#### Provided records
-------------------------

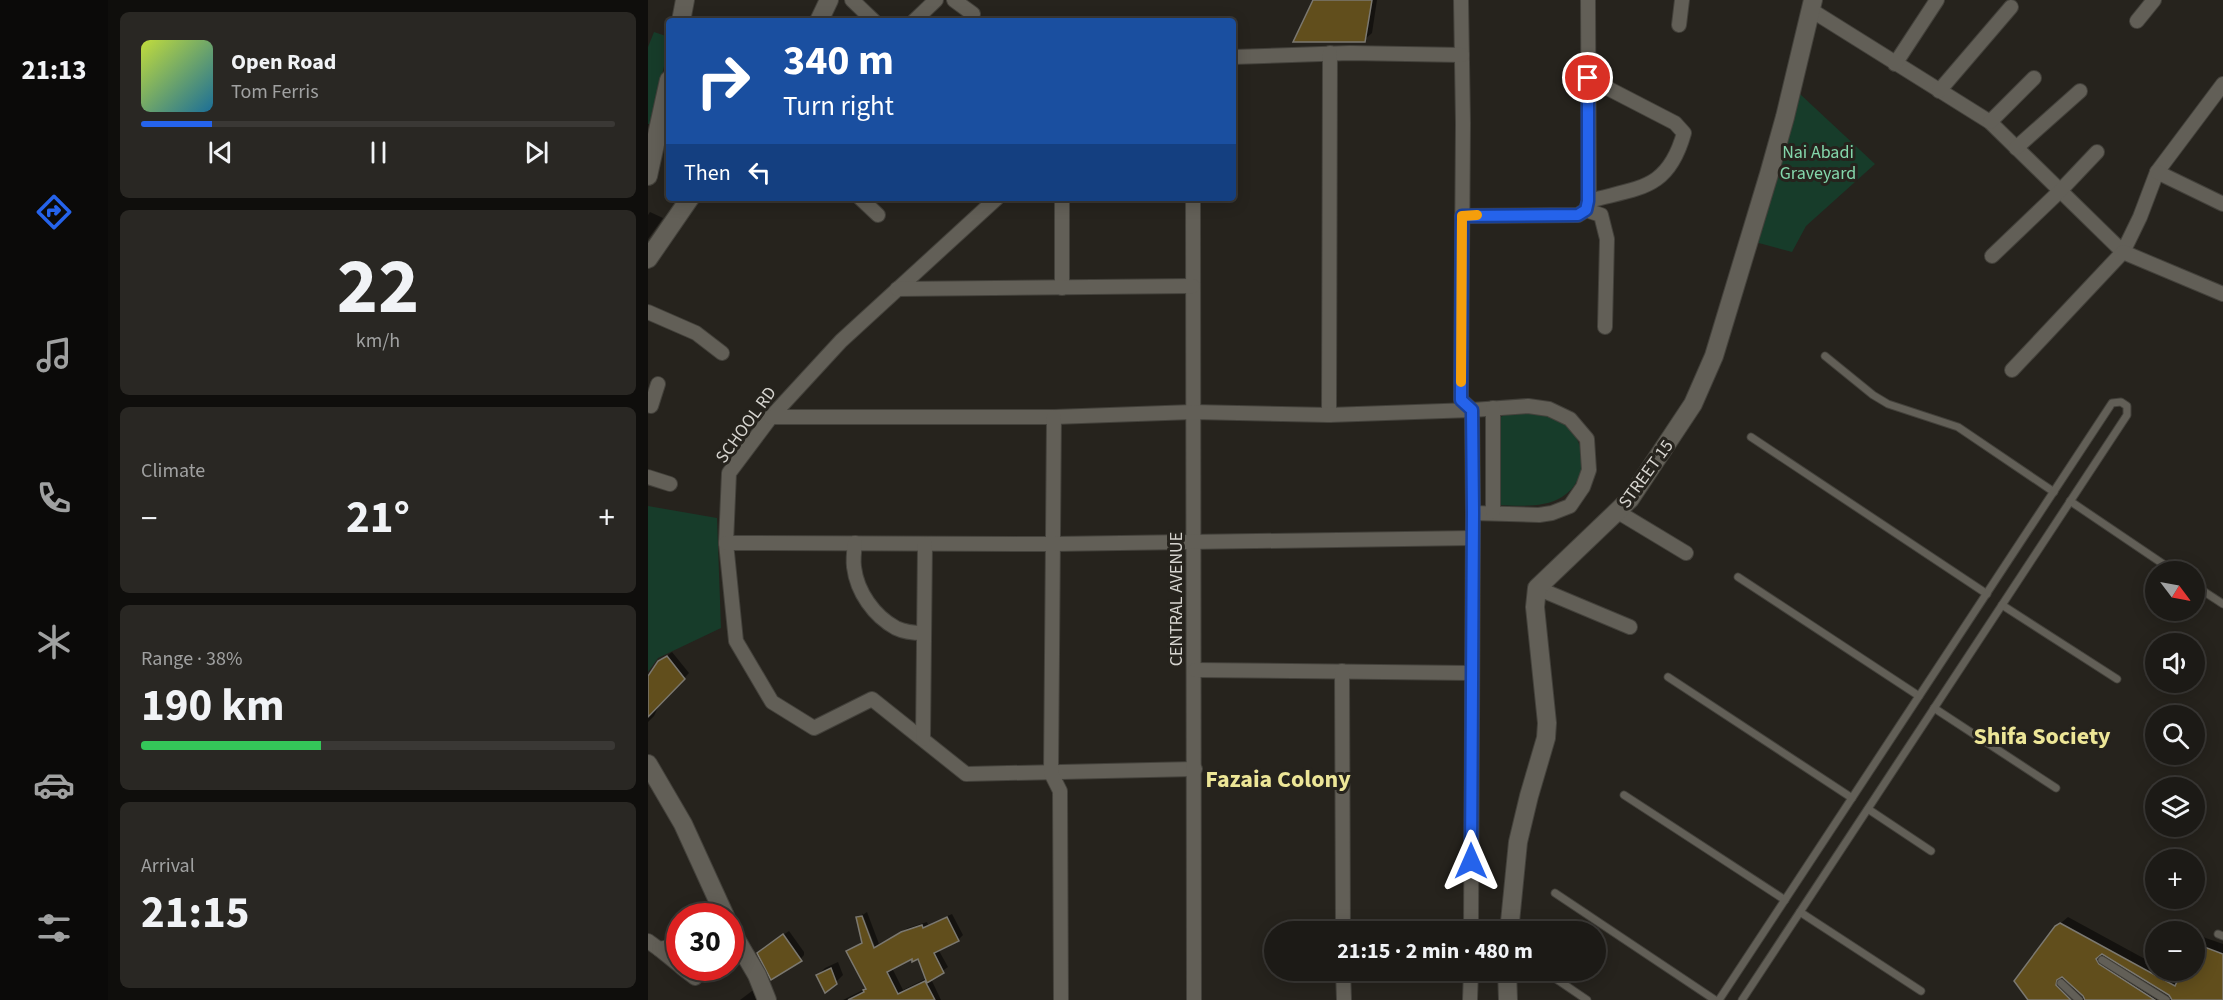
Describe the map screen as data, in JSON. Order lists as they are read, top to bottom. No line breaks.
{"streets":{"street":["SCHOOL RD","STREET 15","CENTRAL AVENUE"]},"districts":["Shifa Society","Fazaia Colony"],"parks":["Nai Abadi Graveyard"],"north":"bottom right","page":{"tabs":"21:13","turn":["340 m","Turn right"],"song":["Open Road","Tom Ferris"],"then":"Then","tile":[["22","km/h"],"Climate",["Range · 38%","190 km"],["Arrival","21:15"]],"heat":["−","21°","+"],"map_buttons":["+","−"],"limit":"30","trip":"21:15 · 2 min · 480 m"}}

-------------------------

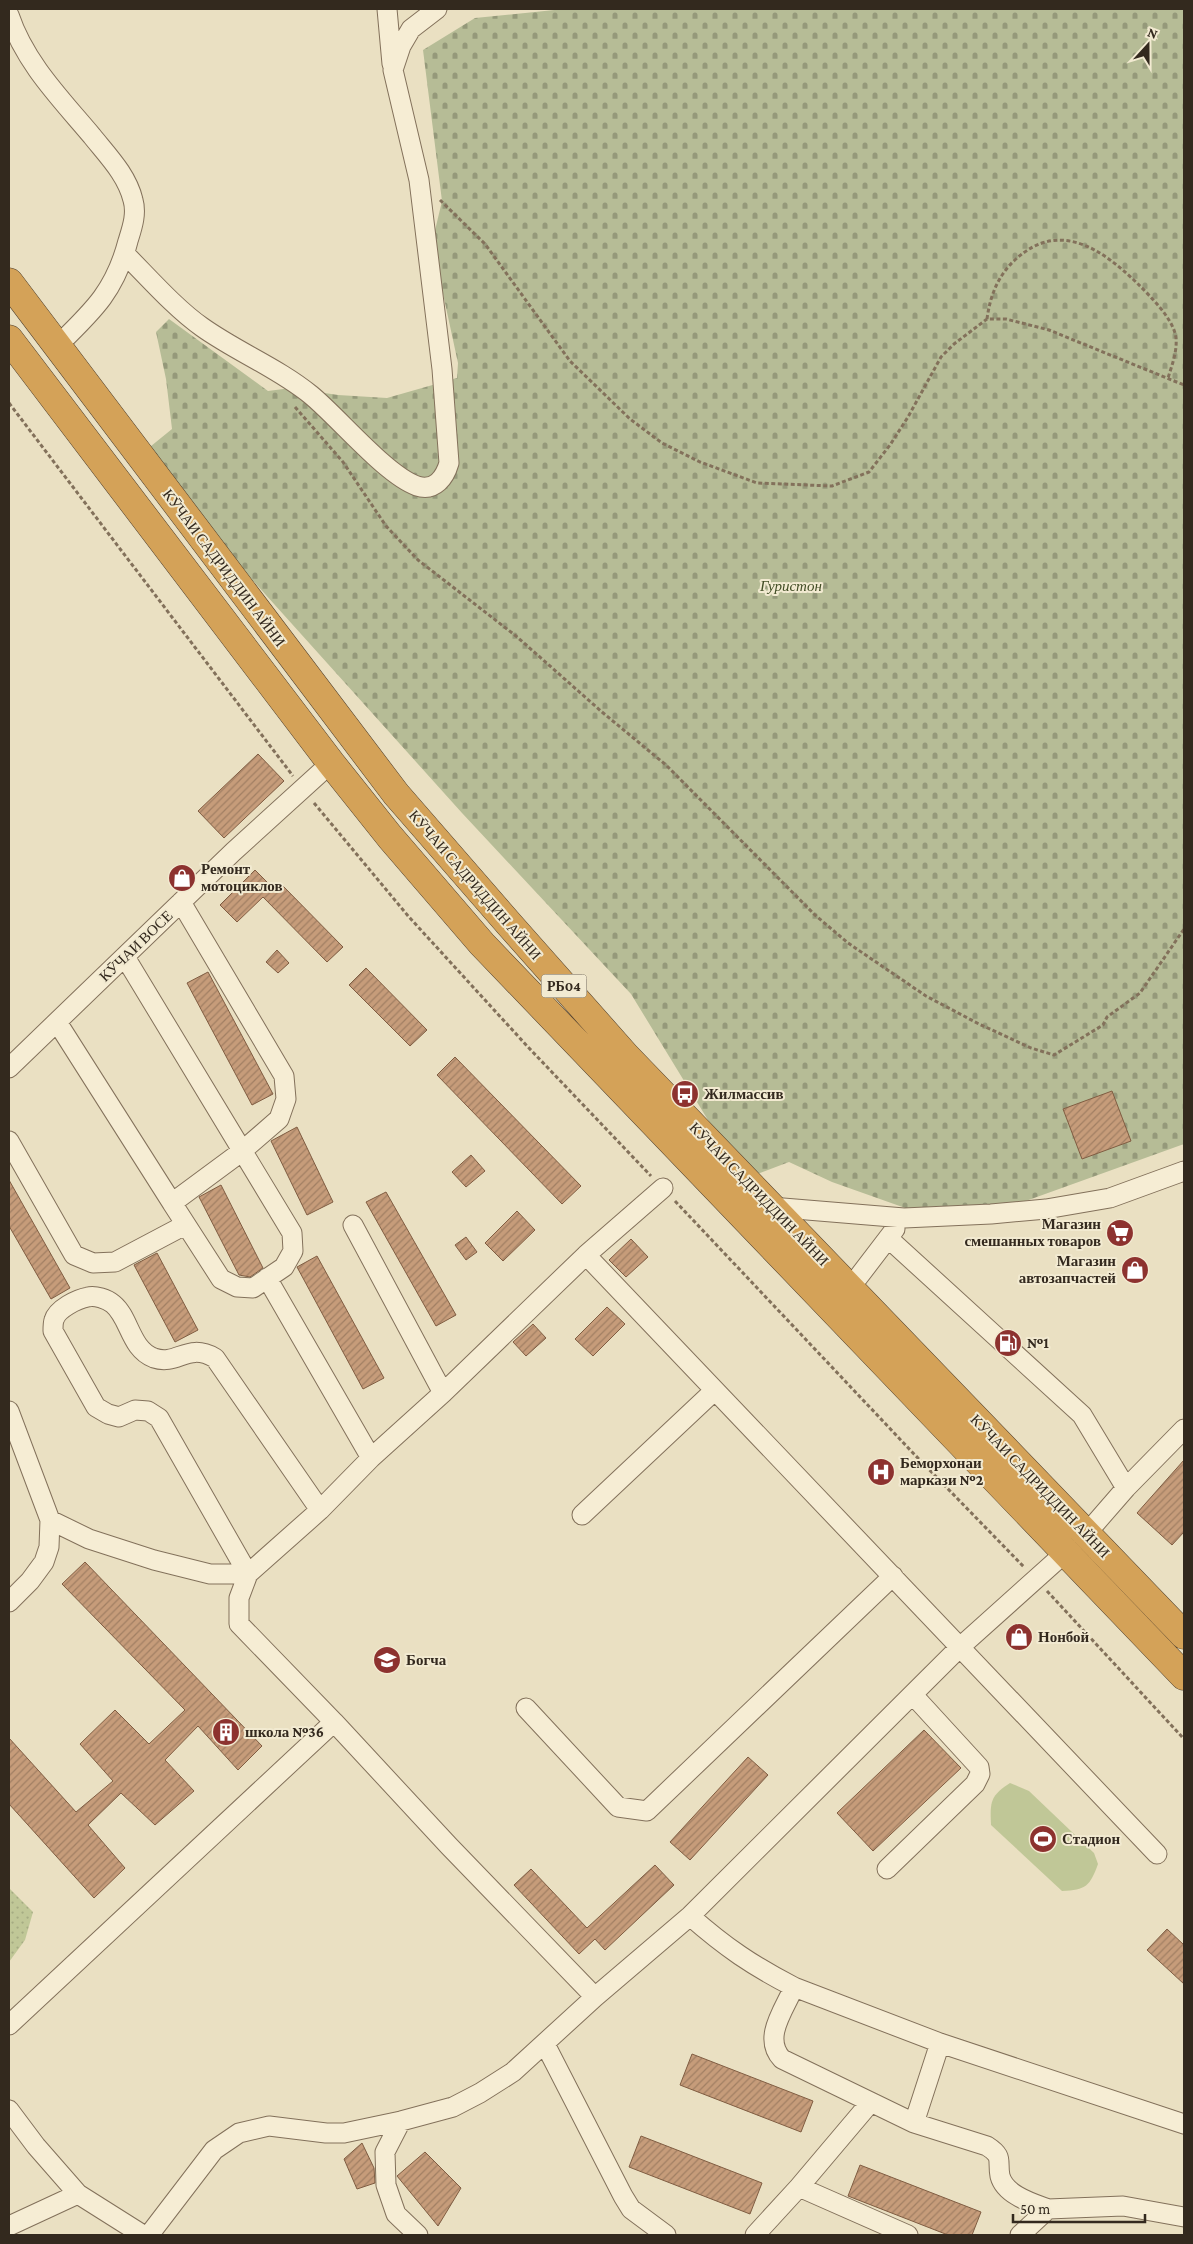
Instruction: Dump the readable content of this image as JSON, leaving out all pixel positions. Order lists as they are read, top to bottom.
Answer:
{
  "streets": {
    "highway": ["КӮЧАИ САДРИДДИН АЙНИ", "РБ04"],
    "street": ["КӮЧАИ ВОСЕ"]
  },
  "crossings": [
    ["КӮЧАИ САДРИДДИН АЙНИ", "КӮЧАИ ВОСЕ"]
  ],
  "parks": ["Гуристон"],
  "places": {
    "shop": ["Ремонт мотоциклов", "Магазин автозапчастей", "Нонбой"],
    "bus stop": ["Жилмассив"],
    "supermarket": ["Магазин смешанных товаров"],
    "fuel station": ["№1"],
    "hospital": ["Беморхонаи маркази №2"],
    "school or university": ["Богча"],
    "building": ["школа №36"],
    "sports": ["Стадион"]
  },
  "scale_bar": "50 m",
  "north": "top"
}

-------------------------

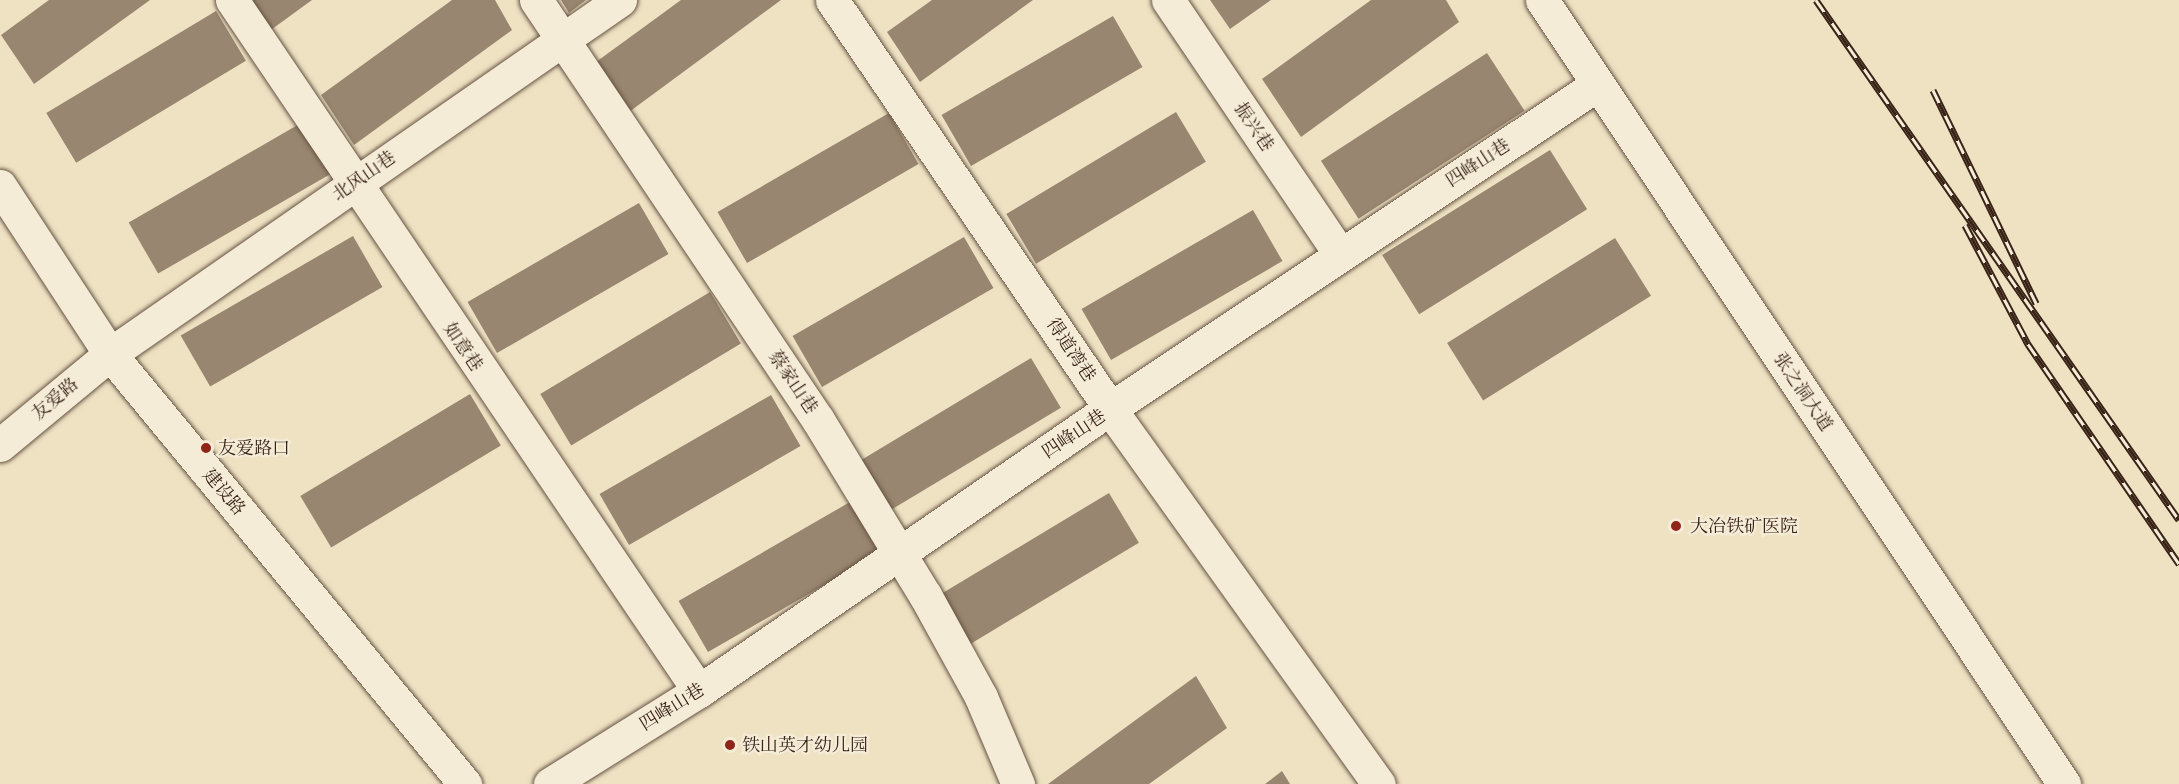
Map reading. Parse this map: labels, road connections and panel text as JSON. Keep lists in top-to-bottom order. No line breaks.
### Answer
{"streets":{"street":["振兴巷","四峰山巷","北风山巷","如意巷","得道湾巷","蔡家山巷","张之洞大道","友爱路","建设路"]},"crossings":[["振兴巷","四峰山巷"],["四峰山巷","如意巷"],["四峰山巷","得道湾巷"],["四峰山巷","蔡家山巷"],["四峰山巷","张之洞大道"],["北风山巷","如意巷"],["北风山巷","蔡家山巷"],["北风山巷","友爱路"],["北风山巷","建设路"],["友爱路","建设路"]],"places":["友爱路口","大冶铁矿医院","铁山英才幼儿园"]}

-------------------------

In the entries above, find each line with "this" and list it.

#### Task result
Instruction: Dump the readable content of this image as JSON, leaving out all pixel positions. Order lists as they are read, top to bottom.
Map reading. Parse this map: labels, road connections and panel text as JSON. Keep lists in top-to-bottom order. No line breaks.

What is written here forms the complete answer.